April 12, 2010
Maria Sophia Aguirre PhD
The Catholic University of America
Department of Business and Economics
620 Michigan Ave. NE
Washington, DC 20064
202 319-5000
Dear Professor Aguirre:
I appreciated your contribution to the documentary “Demographic Winter.” The economic impact was well laid out, but there seemed to me to be another element. If a bond that will be worth $100 a year from now it is worth less than $100 now. So a bond that will be worth nothing in a year, and assuming everybody knows it, will be worth nothing now. The same logic should hold for a vast amount of investment. Well if the world were going extinct in a year, the nothing is worth anything now. We still would like to eat of course but investments would make little sense.

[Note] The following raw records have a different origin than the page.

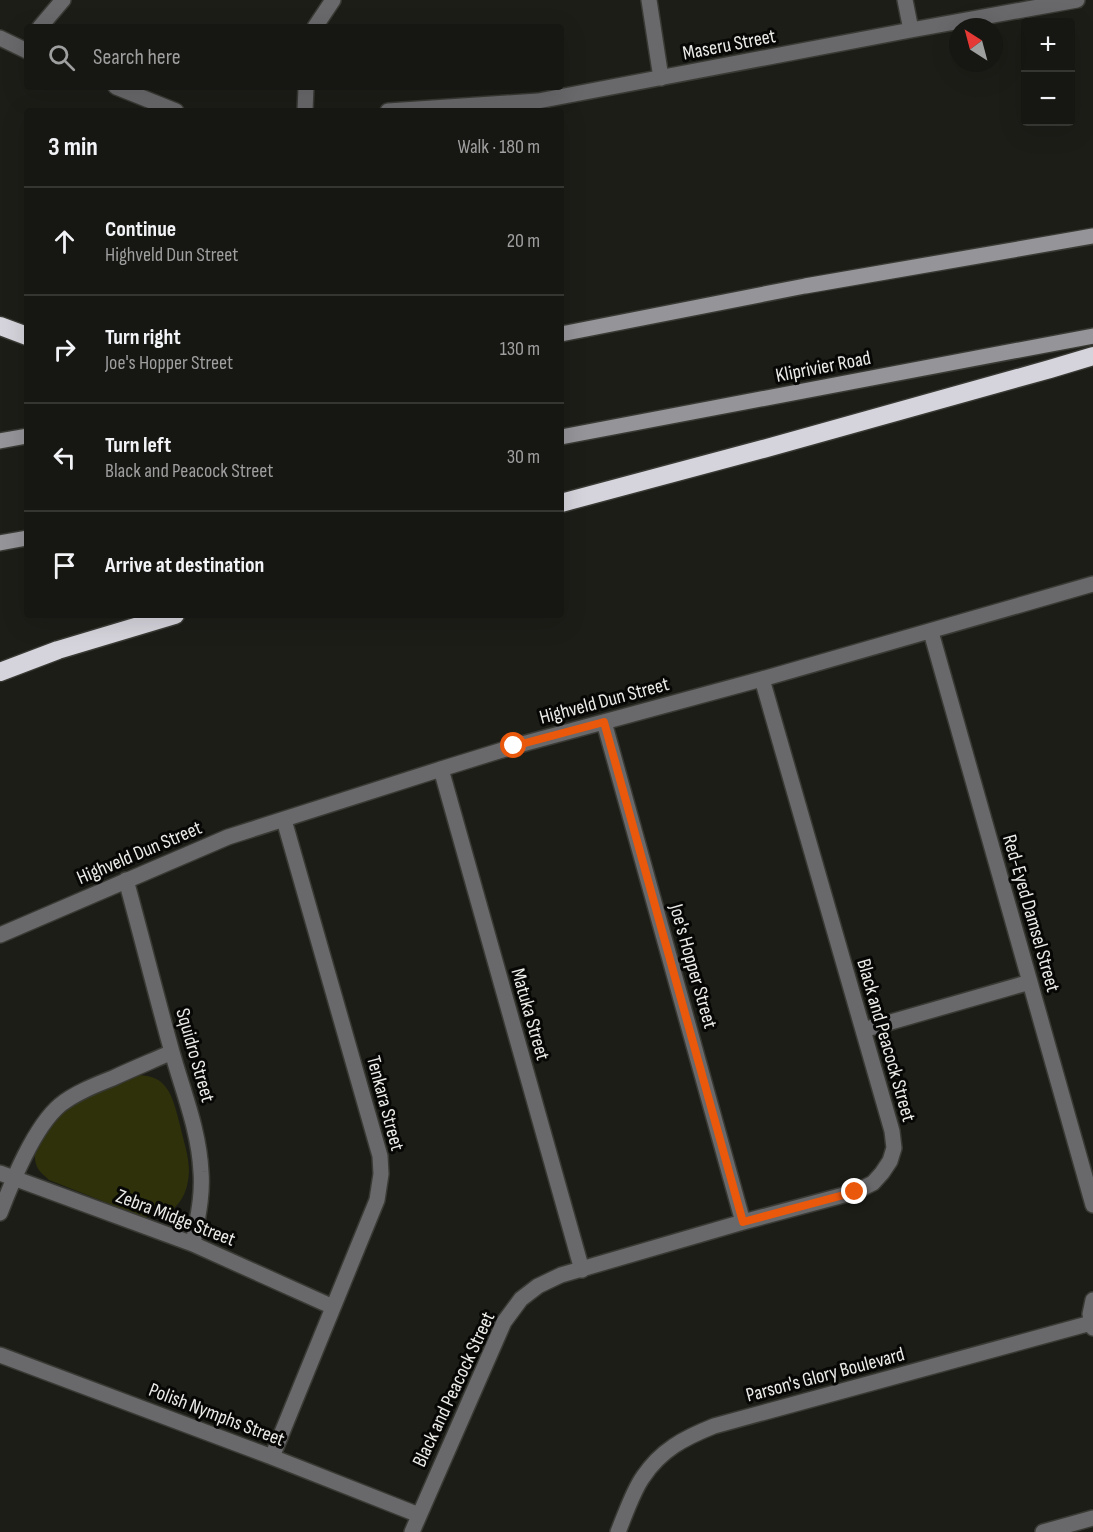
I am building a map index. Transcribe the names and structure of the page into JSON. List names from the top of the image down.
{
  "streets": {
    "main road": ["Kliprivier Road"],
    "street": [
      "Maseru Street",
      "Highveld Dun Street",
      "Red-Eyed Damsel Street",
      "Joe's Hopper Street",
      "Matuka Street",
      "Black and Peacock Street",
      "Squidro Street",
      "Tenkara Street",
      "Zebra Midge Street",
      "Parson's Glory Boulevard",
      "Polish Nymphs Street"
    ]
  },
  "crossings": [
    ["Highveld Dun Street", "Red-Eyed Damsel Street"],
    ["Highveld Dun Street", "Joe's Hopper Street"],
    ["Highveld Dun Street", "Matuka Street"],
    ["Highveld Dun Street", "Black and Peacock Street"],
    ["Highveld Dun Street", "Squidro Street"],
    ["Highveld Dun Street", "Tenkara Street"],
    ["Joe's Hopper Street", "Black and Peacock Street"],
    ["Matuka Street", "Black and Peacock Street"],
    ["Black and Peacock Street", "Polish Nymphs Street"],
    ["Squidro Street", "Zebra Midge Street"],
    ["Tenkara Street", "Zebra Midge Street"],
    ["Tenkara Street", "Polish Nymphs Street"]
  ],
  "north": "top left",
  "page": {
    "map_buttons": ["+", "−"],
    "search": "Search here",
    "heading": ["3 min", "Walk · 180 m"],
    "list": [
      ["Continue", "Highveld Dun Street", "20 m"],
      ["Turn right", "Joe's Hopper Street", "130 m"],
      ["Turn left", "Black and Peacock Street", "30 m"],
      "Arrive at destination"
    ]
  }
}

Nobody believes we are going extinct next year, not in the foreseeable future. After all that’s us we’re talking about. But the market is rather unsentimental. And the market sees all. This is what the market sees when it looks at birth rates:
These are UN numbers for the past 50 years. It is birth rates broken down by developed, less developed and least developed regions. Everybody fifty and younger – everybody who is ever going to have children essentially – is reflected in the graph.
The vertical axis is the average number of children born per woman. The horizontal axis gives the dates of the surveys.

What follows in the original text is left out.